A fully funded project on Kickstarter, Tinitell, is set to put a kids’ wrist phone into production. A Swedish project, these cunning plastic beasties incorporate GPS so you can pinpoint your child’s location, and are fully managed from the web or an app so that calls in and out can be locked down to specific numbers. They’ll last a week on standby and feature voice recognition. In short they’re very, very smart, and you can get one by pledging just ¢99 (about £60), plus the cost of a cheapo Pay as You Go SIM. Here’s the promo video:
Awesome monsters, eh? And groovy Swedes, too, making me feel all depressed and miserable about my sad (sub)urban lifestyle.
And therein lies the problem, for me at least (beyond the fact they look a bit like a Peckham Rolex). If I lived in the country and my kids roamed the fields until it was time to call them in for home-baked goods and a glass of milk from Daisy – and how I wish that were so – then this could work. As soon as Vodafone improves its reception in the Lake District.
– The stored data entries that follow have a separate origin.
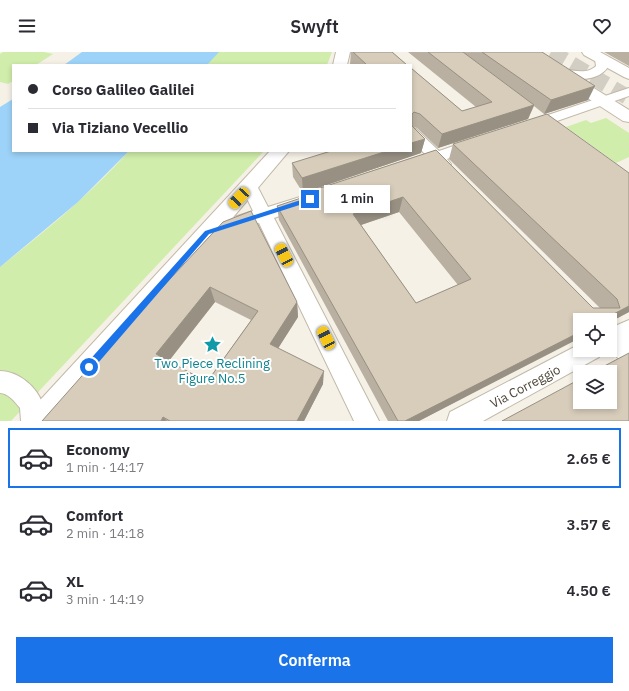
<!DOCTYPE html>
<html lang="it">
<head>
<meta charset="utf-8">
<style>
	:root { --surface:#fff; --page:#f2f2f3; --text:#2b2b33; --muted:#7c7c81; --line:#e1e1e2; --accent:#1a73e8 }
	body { margin:0; font-family:"IBM Plex Sans",sans-serif; background:var(--page); color:var(--text); height:100vh; display:flex; flex-direction:column; font-size:15px; white-space:nowrap }
	* { box-sizing:border-box; margin:0 }
	p { font-size:13px; color:var(--muted) }
	.icon { flex:none; width:22px; height:22px; fill:none; stroke:currentColor; stroke-width:2; stroke-linecap:round; stroke-linejoin:round }
	.map { position:relative; height:369px; overflow:hidden }
	.sheet { display:flex; flex-direction:column; background:var(--surface); flex:1 }
	.sheet>* { flex:none }
	.top-card { position:absolute; left:12px; top:12px; width:400px; height:88px; border-radius:0px; box-shadow:0 2px 6px #0003; display:grid; align-content:center; height:88px; padding:0 16px; background:var(--surface) }
	.fabs { position:absolute; left:573px; top:261px; display:grid; gap:8px }
	.fabs a { display:grid; place-items:center; width:44px; height:44px; border-radius:0px; background:var(--surface); box-shadow:0 2px 6px #0003; font-size:20px }
	.end { position:absolute; width:18px; height:18px; margin:-9px; border:5px solid #1a73e8; background:#fff; box-shadow:0 0 0 2px #fff }
	.from { border-radius:50% }
	.bubble { position:absolute; height:28px; border-radius:0px; background:var(--surface); box-shadow:0 2px 6px #0003; font-size:13px; font-weight:600; line-height:28px; text-align:center }
	.car { position:absolute; width:12px; height:24px; margin:-12px -6px; border-radius:5px; box-shadow:0 0 3px 1px #0007; background:linear-gradient(#f5c518 24%,#345 0 40%,#f5c518 0 76%,#345 0 86%,#f5c518 0) }
	.top-card b { display:flex; align-items:center; gap:14px; height:38px; font-size:15px }
	.top-card b+b { border-top:1px solid var(--line) }
	.top-card i { width:10px; height:10px; background:var(--text) }
	ul { padding:7px 0 0; list-style:none }
	li { display:flex; align-items:center; gap:12px; height:60px; margin:0 8px 6px; padding:0 8px; border:2px solid transparent; border-radius:0px }
	li div { flex:1 }
	li b { display:block; font-size:15px }
	li em { font-style:normal; font-weight:600 }
	li.current { border-color:var(--accent) }
	li>.icon { width:36px; height:36px; stroke-width:1.5 }
	.button { display:flex; gap:8px; margin-top:auto; padding:8px 16px }
	.button a { flex:1; height:46px; border-radius:0px; background:var(--accent); color:#fff; font-size:16px; font-weight:600; line-height:46px; text-align:center }
	header { display:flex; justify-content:space-between; align-items:center; height:52px; padding:0 16px; background:var(--surface); font-size:18px; font-weight:600 }
	.map>svg:first-child { display:block }
	.green { fill:#d0edab }
	.water { fill:#9dd3f8 }
	.lines { fill:none; stroke-linecap:round; stroke-linejoin:round }
	.primary-tunnel { stroke:#d3cec3; stroke-width:16; stroke-dasharray:16 8; stroke-linecap:butt }
	.minor-casing { stroke:#c2b9a8; stroke-width:2 }
	.tertiary-casing { stroke:#c2b9a8; stroke-width:2 }
	.minor { fill:#fff; fill-rule:evenodd }
	.tertiary { fill:#fff; fill-rule:evenodd }
	.wall { fill:#bab0a1; fill-rule:evenodd }
	.shaded-wall { fill:#979083 }
	.building { fill:#d8cdbb; stroke:#979083; fill-rule:evenodd }
	.route { fill:#1a73e8 }
	.labels { text-anchor:middle; stroke-width:4; stroke-linejoin:round; paint-order:stroke }
	.near-culture-label { font-size:13px; fill:#0d838f; stroke:#fff }
	.near-street-label { font-size:13px; fill:#494135; stroke:#fff }
</style>
</head>
<body>
<header><svg class="icon" aria-label="menu" viewBox="0 0 24 24"><path d="M4 6h16M4 12h16M4 18h16"/></svg>Swyft<svg class="icon" aria-label="heart" viewBox="0 0 24 24"><path d="M12 20l-8-8c-3-5 5-10 8-4 3-6 11-1 8 4z"/></svg></header>
<div class="map">
<svg width="629" height="369" viewBox="0 0 629 369">
	<rect width="100%" height="100%" fill="#f5f1e7"/>
	<g class="green">
		<path d="M3 0H44L53 2 36 13H13V29L8 32 0 30V2Z"/>
		<path d="M218 0H332L327 13H206Z"/>
		<path d="M606 66 629 81V105L616 111 566 75 586 68 591 71Z"/>
		<path d="M129 99H264L11 369H0V215C45 179 91 142 129 99Z"/>
	</g>
	<g class="water">
		<path d="M82 0H219L207 13H64Z"/>
		<path d="M13 47V99H129L78 150 0 215V55Z"/>
	</g>
	<g class="lines">
		<path class="primary-tunnel" d="M551 0 629 46"/>
		<defs>
			<g id="minor">
				<path d="M601 3 605 4 608 15C597 31 572 28 556 24L554 21 556 18C569 15 584 25 596 14L595 7 597 4Z"/>
				<path d="M629 36V44L534 77 529 78 524 77 522 74 524 71Z"/>
				<path d="M411 76 416 77 439 99 474 87 479 89 481 92 479 95 447 107 451 112 448 116C442 117 438 116 433 111L419 116 414 115 411 111 414 107 426 103 411 88Z"/>
				<path d="M249 128 255 130 268 155 300 145 306 147 308 151 306 155 274 166 379 369H354L259 171 231 180 225 178 222 173 225 168 253 159 241 134 243 130Z"/>
				<path d="M629 268V312L621 309 610 298V272L615 274Z"/>
				<path d="M580 292V298H602L599 305 483 369H447L450 360Z"/>
				<path d="M0 319C19 319 38 336 43 353 45 358 44 364 45 369H21L20 356C15 350 8 341 0 341Z"/>
			</g>
			<g id="tertiary">
				<path d="M336 0H350L347 13H333Z"/>
				<path d="M519 0H536L629 58V70L623 69 521 3Z"/>
				<path d="M582 0H600L629 16V27L624 25 584 3Z"/>
				<path d="M270 99H289L61 369H27L31 358Z"/>
			</g>
		</defs>
		<use href="#minor" class="minor-casing"/>
		<use href="#tertiary" class="tertiary-casing"/>
		<use href="#minor" class="minor"/>
		<use href="#tertiary" class="tertiary"/>
	</g>
	<g class="wall">
		<path d="M351 0H392L407 13H351L350 12Z"/>
		<path d="M408 0H542L588 48 544 62 534 54 528 67 438 96 417 76 414 75 425 87 421 101 303 141 293 125 292 111 411 99V16L462 59 476 55Z"/>
		<path d="M604 0H629V14Z"/>
		<path d="M453 92 629 121V260L610 270V268L419 369H388L279 168 277 154 311 143V139L436 98 593 256H600L449 107ZM399 160 458 233 416 251 361 173Z"/>
		<path d="M223 170 297 250 298 265 278 296 323 332 304 369H42ZM215 250 251 268 207 330 169 309Z"/>
	</g>
	<g class="shaded-wall">
		<path d="M595 34 588 48 544 62 551 48Z"/>
		<path d="M534 53 528 67 438 96 442 82Z"/>
		<path d="M425 87 421 101 303 141 302 126 387 99H411V91Z"/>
		<path d="M403 145 399 160 352 176 353 162Z"/>
		<path d="M210 235 215 250 164 315 156 302Z"/>
		<path d="M297 250 298 265 272 306 270 292Z"/>
		<path d="M629 254V260L610 270V268H602Z"/>
		<path d="M580 280V286L419 369H405Z"/>
		<path d="M324 319 323 332 304 369H297Z"/>
		<path d="M163 365 167 369H161Z"/>
	</g>
	<g class="building">
		<path d="M353 0H392L407 13H367Z"/>
		<path d="M428 0H463L534 53 442 82 420 62 414 60 412 62V74L425 87 411 91V16L462 59 492 50Z"/>
		<path d="M482 0H542L595 34 551 48Z"/>
		<path d="M547 62 629 121V254L602 268H580V280L405 369H398L277 154 313 142 311 139 436 98 593 256H620L617 247 453 92ZM403 145 471 227 416 251 353 162Z"/>
		<path d="M331 99H387L302 126 292 111Z"/>
		<path d="M251 159 297 250 270 292 324 319 297 369H170L163 365 161 369H42L119 282 223 170ZM210 235 258 259 207 330 156 302Z"/>
		<path d="M629 301V369H502L580 327V350H610V320H593Z"/>
	</g>
	<path class="route" d="M310 145 312 146V149L209 182 92 318H86V312L205 179Z"/>
	<defs>
		<symbol id="sight-bare" viewBox="-9 -9 18 18"><path d="M0-6L1.8-2.2L6-1.7L2.9 1.2L3.7 5.4L0 3.3L-3.7 5.4L-2.9 1.2L-6-1.7L-1.8-2.2Z" fill="#0f9aa8" stroke="#fff" stroke-width="2.5" paint-order="stroke"/></symbol>
	</defs>
	<g fill-rule="evenodd">
		<use href="#sight-bare" x="200" y="280" width="25" height="25"/>
	</g>
	<g class="labels">
		<g class="near-culture-label">
			<text x="212" y="316">Two Piece Reclining<tspan x="212" dy="15">Figure No.5</tspan></text>
		</g>
		<g class="near-street-label">
			<text transform="translate(525 334) rotate(-28)" y="5">Via Correggio</text>
		</g>
	</g>
</svg>
<div class="fabs">
<a><svg class="icon" aria-label="locate" viewBox="0 0 24 24"><circle cx="12" cy="12" r="6"/><path d="M12 2v4M12 18v4M2 12h4M18 12h4"/></svg></a>
<a><svg class="icon" aria-label="layers" viewBox="0 0 24 24"><path d="M12 4l9 5-9 5-9-5zM3 14l9 5 9-5"/></svg></a>
</div>
<i class="end from" style="left:89px;top:315px"></i>
<i class="end" style="left:310px;top:147px"></i>
<div class="bubble" style="left:324px;top:133px;width:66px">1 min</div>
<i class="car" style="left:239px;top:146px;rotate:223deg"></i>
<i class="car" style="left:284px;top:203px;rotate:333deg"></i>
<i class="car" style="left:326px;top:286px;rotate:333deg"></i>
<div class="top-card">
<b><i class="from"></i>Corso Galileo Galilei</b>
<b><i></i>Via Tiziano Vecellio</b>
</div>
</div>
<section class="sheet">
<ul>
<li class="current"><svg class="icon" aria-label="car" viewBox="0 0 24 24"><path d="M5 17H2v-5l4-1 3-4h7l3 4 3 1v5h-3M9 17h6M6 11h13"/><circle cx="7" cy="17" r="2"/><circle cx="17" cy="17" r="2"/></svg><div><b>Economy</b><p>1 min · 14:17</p></div><em>2.65 €</em></li>
<li><svg class="icon" aria-label="car" viewBox="0 0 24 24"><path d="M5 17H2v-5l4-1 3-4h7l3 4 3 1v5h-3M9 17h6M6 11h13"/><circle cx="7" cy="17" r="2"/><circle cx="17" cy="17" r="2"/></svg><div><b>Comfort</b><p>2 min · 14:18</p></div><em>3.57 €</em></li>
<li><svg class="icon" aria-label="car" viewBox="0 0 24 24"><path d="M5 17H2v-5l4-1 3-4h7l3 4 3 1v5h-3M9 17h6M6 11h13"/><circle cx="7" cy="17" r="2"/><circle cx="17" cy="17" r="2"/></svg><div><b>XL</b><p>3 min · 14:19</p></div><em>4.50 €</em></li>
</ul>
<div class="button"><a>Conferma</a></div>
</section>
</body>
</html>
But that’s not life as I know it, or for many I know. I’m no helicopter dad, but by the time my daughters are old enough to be out and about in the neighbourhood they’ll be way too old to be wearing something that looks like this. There’s no actual watch included in the design yet – you’ll have to call them up to tell ’em what time it is. Doubtless an analogue clockface would actually boost the ridicule factor even higher, but even without it I reckon they’d get laughed out of the bus shelter.
To be more specific, I’d guess Tinitell are pitching this at 6-10 year olds, approximately. Not many kids of that age are allowed to roam beyond their parents’ sight round here. And at the upper end, 10-year-olds can be pretty harsh on their peers if the brand or look isn’t right (read: isn’t worn by their TV role models). And at a time when most children are wanting to snip the apron strings, a prominent reminder that mum and dad are monitoring your every move might not do you any favours in class 6G.
I’d really like to like Tinitell. It’s innovative and affordable, and I hope it succeeds. With an open SDK, it’s likely that developers will find ways to use it that might just bring it into play. But for now it’s just not for me or my family. Oh, and you can’t write 8OO813S on it either.